SOURCE DATA: Begin
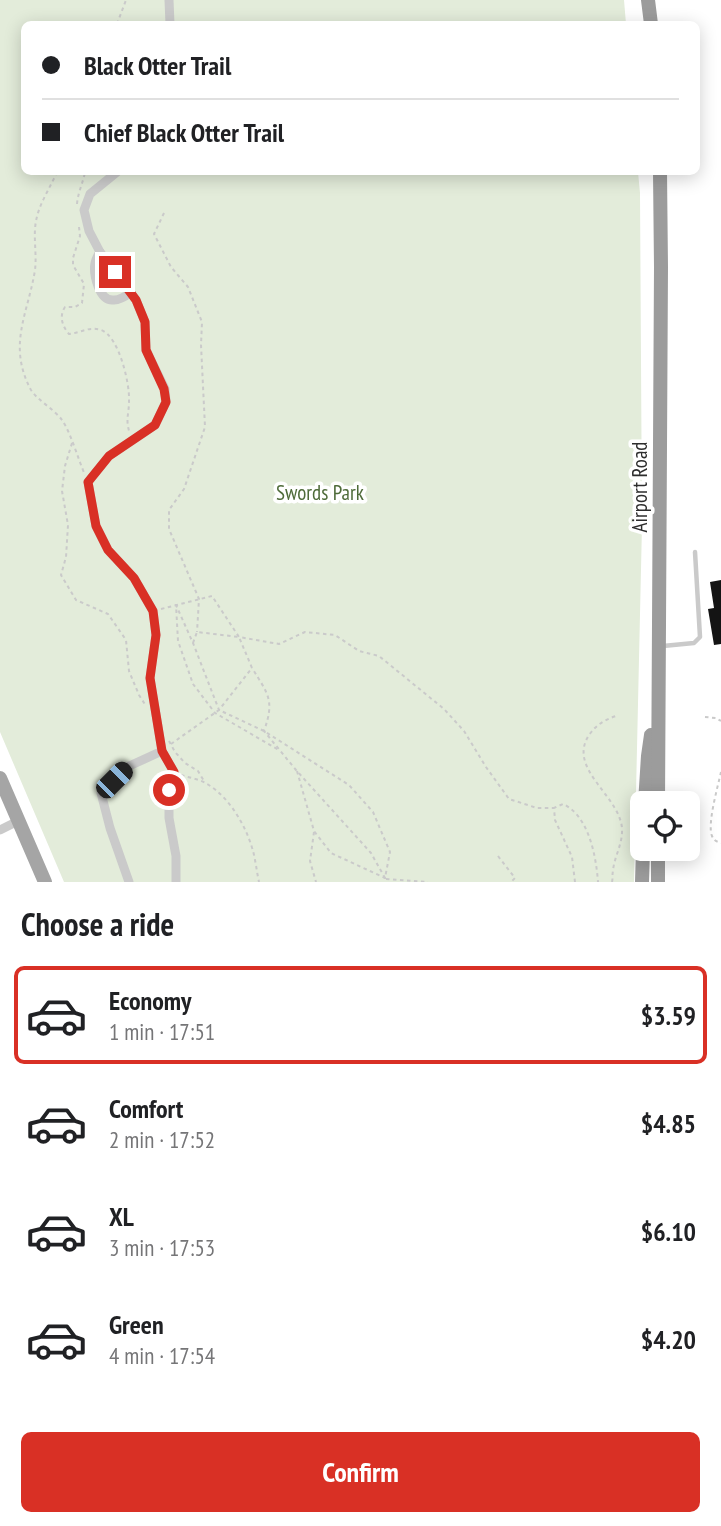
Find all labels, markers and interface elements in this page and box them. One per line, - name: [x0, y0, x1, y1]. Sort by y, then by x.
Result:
- text: Black Otter Trail: [84, 49, 231, 82]
- text: Chief Black Otter Trail: [84, 116, 284, 149]
- route end: [99, 256, 131, 288]
- street label: Airport Road: [626, 442, 653, 532]
- park label: Swords Park: [276, 479, 364, 506]
- car: [92, 758, 137, 802]
- route start: [153, 774, 185, 806]
- map controls: [630, 791, 700, 861]
- button: locate: [630, 791, 700, 861]
- text: Choose a ride: [21, 903, 174, 945]
- icon: car: [25, 984, 88, 1047]
- text: Economy: [109, 984, 191, 1017]
- text: $3.59: [641, 999, 696, 1032]
- text: 1 min · 17:51: [109, 1017, 215, 1046]
- icon: car: [25, 1092, 88, 1155]
- text: Comfort: [109, 1092, 183, 1125]
- text: $4.85: [641, 1107, 696, 1140]
- text: 2 min · 17:52: [109, 1125, 215, 1154]
- icon: car: [25, 1200, 88, 1263]
- text: XL: [109, 1200, 134, 1233]
- text: $6.10: [641, 1215, 696, 1248]
- text: 3 min · 17:53: [109, 1233, 215, 1262]
- icon: car: [25, 1308, 88, 1371]
- text: Green: [109, 1308, 164, 1341]
- text: $4.20: [641, 1323, 696, 1356]
- text: 4 min · 17:54: [109, 1341, 215, 1370]
- button: Confirm: [21, 1432, 700, 1512]

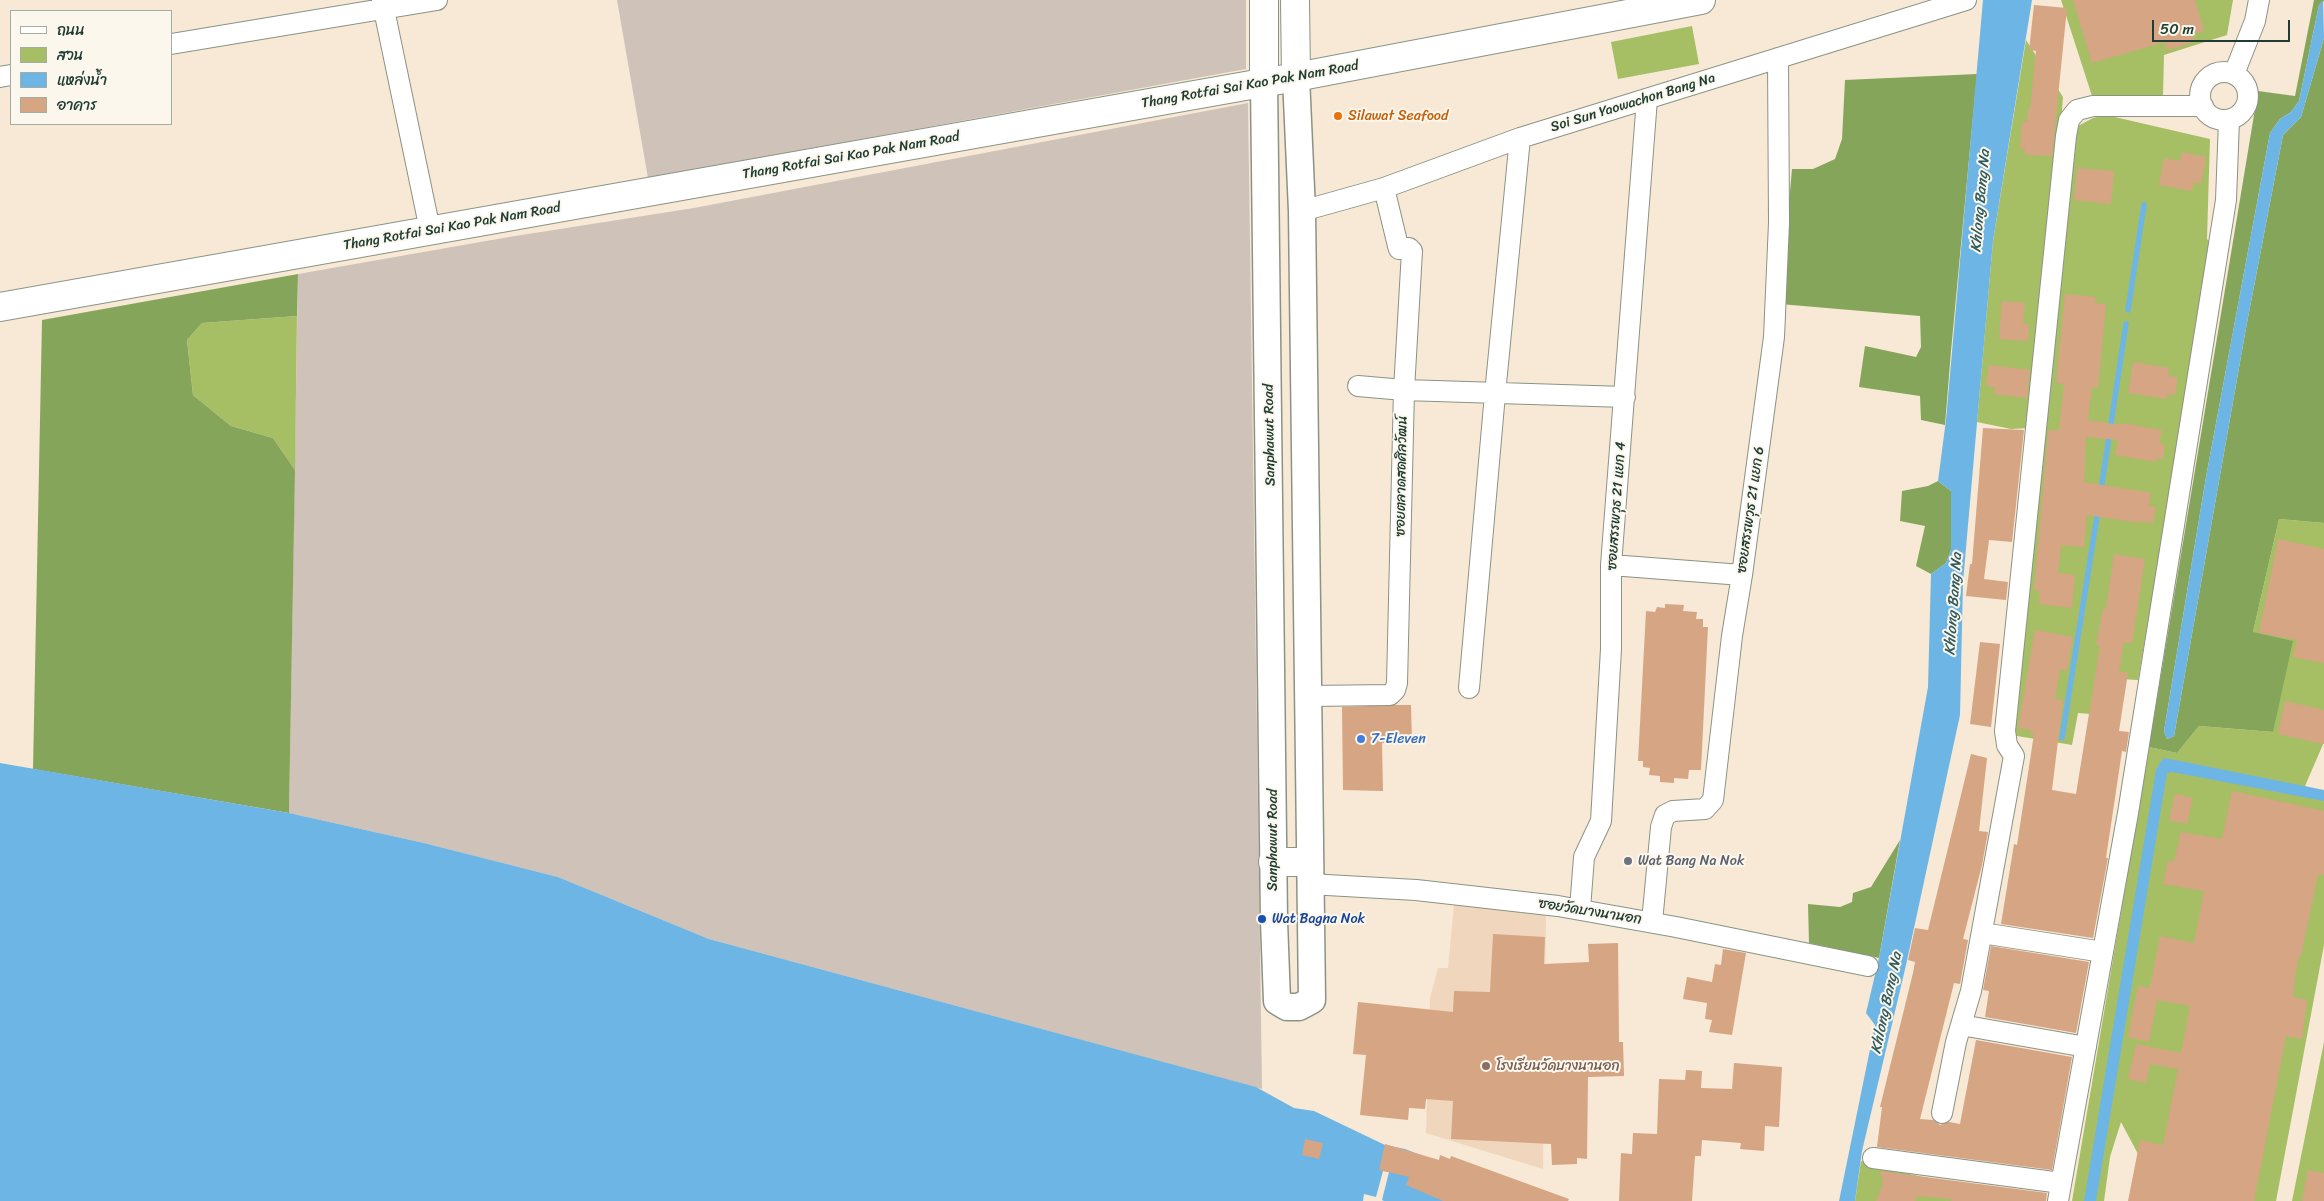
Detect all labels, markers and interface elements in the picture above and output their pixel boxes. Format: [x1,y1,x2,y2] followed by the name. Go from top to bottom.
[10,10,172,125] legend
[2154,10,2292,42] scale bar
[2160,16,2194,42] text: 50 m
[57,17,85,43] text: ถนน
[57,42,83,68] text: สวน
[1140,58,1360,112] street label: Thang Rotfai Sai Kao Pak Nam Road
[57,67,107,93] text: แหล่งน้ำ
[1549,70,1717,136] street label: Soi Sun Yaowachon Bang Na
[57,92,97,118] text: อาคาร
[1348,108,1448,124] place label: Silawat Seafood
[1332,110,1344,122] marker: Silawat Seafood
[741,129,961,183] street label: Thang Rotfai Sai Kao Pak Nam Road
[1968,149,1994,253] water label: Khlong Bang Na
[342,200,562,254] street label: Thang Rotfai Sai Kao Pak Nam Road
[1261,384,1279,486] street label: Sanphawut Road
[1393,416,1411,536] street label: ซอยตลาดสดศิลวัฒน์
[1604,441,1630,571] street label: ซอยสรรพวุธ 21 แยก 4
[1734,446,1768,574] street label: ซอยสรรพวุธ 21 แยก 6
[1941,552,1967,656] water label: Khlong Bang Na
[1371,731,1426,747] place label: 7-Eleven
[1355,733,1367,745] marker: 7-Eleven
[1265,789,1281,891] street label: Sanphawut Road
[1638,853,1744,869] place label: Wat Bang Na Nok
[1622,855,1634,867] marker: Wat Bang Na Nok
[1537,896,1643,928] street label: ซอยวัดบางนานอก
[1272,911,1365,927] place label: Wat Bagna Nok
[1256,913,1268,925] marker: Wat Bagna Nok
[1867,951,1907,1055] water label: Khlong Bang Na
[1496,1058,1619,1074] place label: โรงเรียนวัดบางนานอก
[1480,1060,1492,1072] marker: โรงเรียนวัดบางนานอก

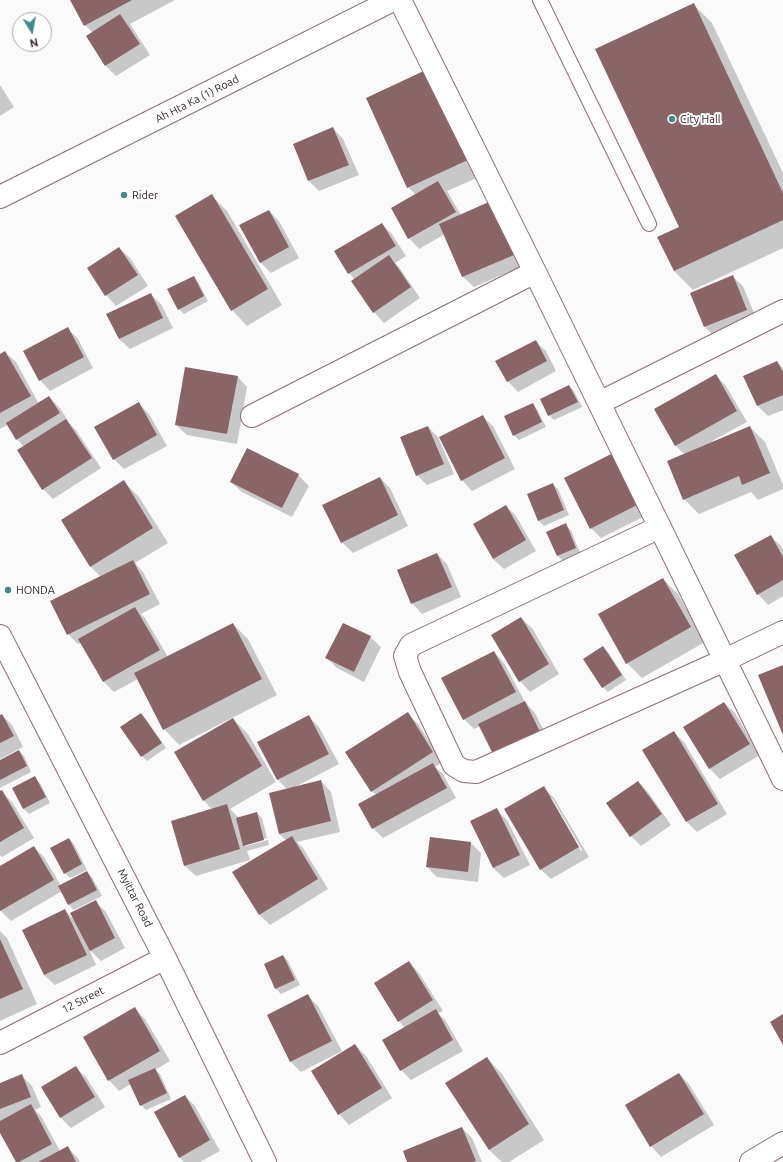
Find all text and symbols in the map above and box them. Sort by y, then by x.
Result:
north arrow [12,12,52,52]
text: N [29,36,39,49]
street label: Ah Hta Ka (1) Road [153,72,241,126]
place label: City Hall [680,112,721,126]
marker: City Hall [667,114,677,124]
place label: Rider [132,188,158,202]
marker: Rider [119,190,129,200]
place label: HONDA [16,583,55,597]
marker: HONDA [3,585,13,595]
street label: Myittar Road [115,867,155,929]
street label: 12 Street [60,984,106,1016]

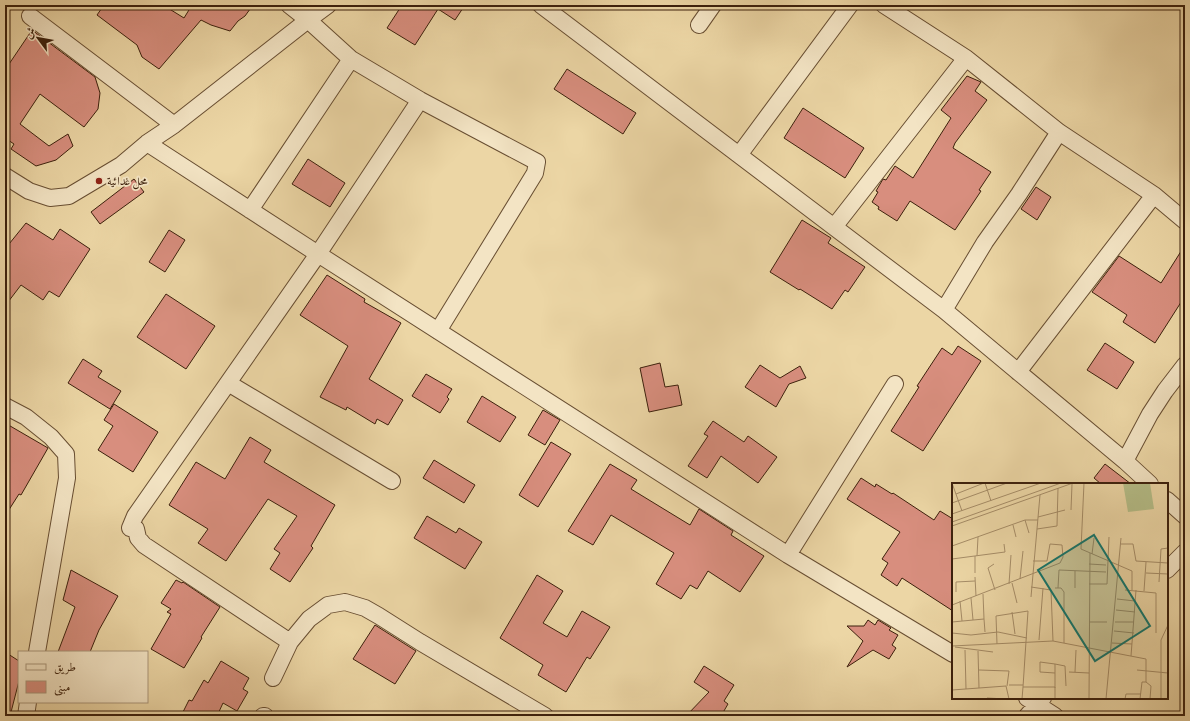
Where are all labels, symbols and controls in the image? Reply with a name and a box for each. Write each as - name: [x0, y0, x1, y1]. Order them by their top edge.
- north arrow: [18, 18, 58, 58]
- text: ش: [22, 25, 39, 42]
- place label: محل غدائية: [107, 174, 148, 190]
- marker: محل غدائية: [94, 176, 104, 186]
- inset map: [952, 483, 1168, 699]
- legend: [18, 651, 148, 703]
- text: طريق: [54, 660, 76, 675]
- text: مبنى: [54, 680, 70, 696]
SOURCE DATA: End
WORK TASK> Extract every line above containing the word "then".

RESULT>
Find all labels, markers and interface elements in this page and box them. One per line, - name: [x0, y0, x1, y1]. Sort by y, then by x.
Find all text and symbols in the map above and box them. Sort by y, then by x.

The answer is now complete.